=== WHAT IS BEING ASKED ===
Please copy all of the records exactly, leaving nothing out.

=== SOURCE MATERIAL ===
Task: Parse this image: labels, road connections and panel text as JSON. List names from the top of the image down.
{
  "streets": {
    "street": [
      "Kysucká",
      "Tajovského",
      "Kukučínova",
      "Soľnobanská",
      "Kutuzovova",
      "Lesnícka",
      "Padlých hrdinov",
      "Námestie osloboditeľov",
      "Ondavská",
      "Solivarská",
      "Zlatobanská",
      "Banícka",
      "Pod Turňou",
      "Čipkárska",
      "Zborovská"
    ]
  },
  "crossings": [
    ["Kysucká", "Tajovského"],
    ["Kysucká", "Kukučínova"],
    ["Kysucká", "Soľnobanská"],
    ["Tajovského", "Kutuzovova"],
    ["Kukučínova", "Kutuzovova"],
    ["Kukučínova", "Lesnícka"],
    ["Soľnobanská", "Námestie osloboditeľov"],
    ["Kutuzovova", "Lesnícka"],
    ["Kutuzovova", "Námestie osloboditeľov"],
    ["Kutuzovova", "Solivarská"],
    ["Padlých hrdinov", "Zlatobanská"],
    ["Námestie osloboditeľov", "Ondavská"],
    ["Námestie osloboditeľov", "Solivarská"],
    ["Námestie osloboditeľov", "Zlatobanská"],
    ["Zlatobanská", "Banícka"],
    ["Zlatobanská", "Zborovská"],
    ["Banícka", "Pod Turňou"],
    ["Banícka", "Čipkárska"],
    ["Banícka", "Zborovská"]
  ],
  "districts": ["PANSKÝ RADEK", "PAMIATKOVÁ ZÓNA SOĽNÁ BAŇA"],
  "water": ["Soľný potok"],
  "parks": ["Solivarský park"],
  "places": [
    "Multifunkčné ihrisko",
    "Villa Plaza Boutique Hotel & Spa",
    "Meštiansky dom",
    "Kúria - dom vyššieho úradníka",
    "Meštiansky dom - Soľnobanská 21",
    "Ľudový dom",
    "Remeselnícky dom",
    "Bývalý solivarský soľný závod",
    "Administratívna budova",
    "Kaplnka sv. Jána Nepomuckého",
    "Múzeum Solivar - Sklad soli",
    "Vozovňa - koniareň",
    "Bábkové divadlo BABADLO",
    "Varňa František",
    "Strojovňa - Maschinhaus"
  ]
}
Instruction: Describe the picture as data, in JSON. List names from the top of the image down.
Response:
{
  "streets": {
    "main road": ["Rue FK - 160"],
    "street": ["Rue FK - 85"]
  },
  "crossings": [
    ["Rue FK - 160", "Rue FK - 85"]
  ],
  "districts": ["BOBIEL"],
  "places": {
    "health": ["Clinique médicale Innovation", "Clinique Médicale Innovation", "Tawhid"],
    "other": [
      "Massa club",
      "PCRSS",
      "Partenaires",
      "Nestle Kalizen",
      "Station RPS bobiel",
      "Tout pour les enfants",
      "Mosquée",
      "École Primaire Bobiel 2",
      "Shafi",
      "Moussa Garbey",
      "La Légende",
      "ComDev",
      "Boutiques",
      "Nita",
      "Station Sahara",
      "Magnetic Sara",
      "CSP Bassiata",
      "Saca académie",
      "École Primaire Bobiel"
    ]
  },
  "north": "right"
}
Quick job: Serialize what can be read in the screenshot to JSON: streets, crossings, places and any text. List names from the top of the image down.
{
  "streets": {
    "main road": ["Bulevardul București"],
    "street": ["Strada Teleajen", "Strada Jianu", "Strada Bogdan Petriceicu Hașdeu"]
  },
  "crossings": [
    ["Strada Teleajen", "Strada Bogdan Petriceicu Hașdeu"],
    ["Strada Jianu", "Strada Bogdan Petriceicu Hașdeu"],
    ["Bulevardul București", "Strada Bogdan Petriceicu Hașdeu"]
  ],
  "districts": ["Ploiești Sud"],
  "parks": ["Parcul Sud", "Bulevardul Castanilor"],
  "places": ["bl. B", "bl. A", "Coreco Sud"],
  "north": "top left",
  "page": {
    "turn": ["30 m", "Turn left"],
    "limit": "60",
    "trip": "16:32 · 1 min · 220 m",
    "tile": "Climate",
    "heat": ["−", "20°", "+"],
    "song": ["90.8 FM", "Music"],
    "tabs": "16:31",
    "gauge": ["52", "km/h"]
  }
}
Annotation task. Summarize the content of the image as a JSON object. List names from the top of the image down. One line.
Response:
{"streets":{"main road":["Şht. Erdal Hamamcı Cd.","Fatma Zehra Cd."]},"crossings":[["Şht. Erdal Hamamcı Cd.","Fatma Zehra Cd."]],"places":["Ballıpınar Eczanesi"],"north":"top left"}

=== ANSWER SECTION ===
Task: Parse this image: labels, road connections and panel text as JSON. List names from the top of the image down.
{
  "streets": {
    "street": [
      "Kysucká",
      "Tajovského",
      "Kukučínova",
      "Soľnobanská",
      "Kutuzovova",
      "Lesnícka",
      "Padlých hrdinov",
      "Námestie osloboditeľov",
      "Ondavská",
      "Solivarská",
      "Zlatobanská",
      "Banícka",
      "Pod Turňou",
      "Čipkárska",
      "Zborovská"
    ]
  },
  "crossings": [
    ["Kysucká", "Tajovského"],
    ["Kysucká", "Kukučínova"],
    ["Kysucká", "Soľnobanská"],
    ["Tajovského", "Kutuzovova"],
    ["Kukučínova", "Kutuzovova"],
    ["Kukučínova", "Lesnícka"],
    ["Soľnobanská", "Námestie osloboditeľov"],
    ["Kutuzovova", "Lesnícka"],
    ["Kutuzovova", "Námestie osloboditeľov"],
    ["Kutuzovova", "Solivarská"],
    ["Padlých hrdinov", "Zlatobanská"],
    ["Námestie osloboditeľov", "Ondavská"],
    ["Námestie osloboditeľov", "Solivarská"],
    ["Námestie osloboditeľov", "Zlatobanská"],
    ["Zlatobanská", "Banícka"],
    ["Zlatobanská", "Zborovská"],
    ["Banícka", "Pod Turňou"],
    ["Banícka", "Čipkárska"],
    ["Banícka", "Zborovská"]
  ],
  "districts": ["PANSKÝ RADEK", "PAMIATKOVÁ ZÓNA SOĽNÁ BAŇA"],
  "water": ["Soľný potok"],
  "parks": ["Solivarský park"],
  "places": [
    "Multifunkčné ihrisko",
    "Villa Plaza Boutique Hotel & Spa",
    "Meštiansky dom",
    "Kúria - dom vyššieho úradníka",
    "Meštiansky dom - Soľnobanská 21",
    "Ľudový dom",
    "Remeselnícky dom",
    "Bývalý solivarský soľný závod",
    "Administratívna budova",
    "Kaplnka sv. Jána Nepomuckého",
    "Múzeum Solivar - Sklad soli",
    "Vozovňa - koniareň",
    "Bábkové divadlo BABADLO",
    "Varňa František",
    "Strojovňa - Maschinhaus"
  ]
}
Instruction: Describe the picture as data, in JSON. List names from the top of the image down.
Response:
{
  "streets": {
    "main road": ["Rue FK - 160"],
    "street": ["Rue FK - 85"]
  },
  "crossings": [
    ["Rue FK - 160", "Rue FK - 85"]
  ],
  "districts": ["BOBIEL"],
  "places": {
    "health": ["Clinique médicale Innovation", "Clinique Médicale Innovation", "Tawhid"],
    "other": [
      "Massa club",
      "PCRSS",
      "Partenaires",
      "Nestle Kalizen",
      "Station RPS bobiel",
      "Tout pour les enfants",
      "Mosquée",
      "École Primaire Bobiel 2",
      "Shafi",
      "Moussa Garbey",
      "La Légende",
      "ComDev",
      "Boutiques",
      "Nita",
      "Station Sahara",
      "Magnetic Sara",
      "CSP Bassiata",
      "Saca académie",
      "École Primaire Bobiel"
    ]
  },
  "north": "right"
}
Quick job: Serialize what can be read in the screenshot to JSON: streets, crossings, places and any text. List names from the top of the image down.
{
  "streets": {
    "main road": ["Bulevardul București"],
    "street": ["Strada Teleajen", "Strada Jianu", "Strada Bogdan Petriceicu Hașdeu"]
  },
  "crossings": [
    ["Strada Teleajen", "Strada Bogdan Petriceicu Hașdeu"],
    ["Strada Jianu", "Strada Bogdan Petriceicu Hașdeu"],
    ["Bulevardul București", "Strada Bogdan Petriceicu Hașdeu"]
  ],
  "districts": ["Ploiești Sud"],
  "parks": ["Parcul Sud", "Bulevardul Castanilor"],
  "places": ["bl. B", "bl. A", "Coreco Sud"],
  "north": "top left",
  "page": {
    "turn": ["30 m", "Turn left"],
    "limit": "60",
    "trip": "16:32 · 1 min · 220 m",
    "tile": "Climate",
    "heat": ["−", "20°", "+"],
    "song": ["90.8 FM", "Music"],
    "tabs": "16:31",
    "gauge": ["52", "km/h"]
  }
}
Annotation task. Summarize the content of the image as a JSON object. List names from the top of the image down. One line.
Response:
{"streets":{"main road":["Şht. Erdal Hamamcı Cd.","Fatma Zehra Cd."]},"crossings":[["Şht. Erdal Hamamcı Cd.","Fatma Zehra Cd."]],"places":["Ballıpınar Eczanesi"],"north":"top left"}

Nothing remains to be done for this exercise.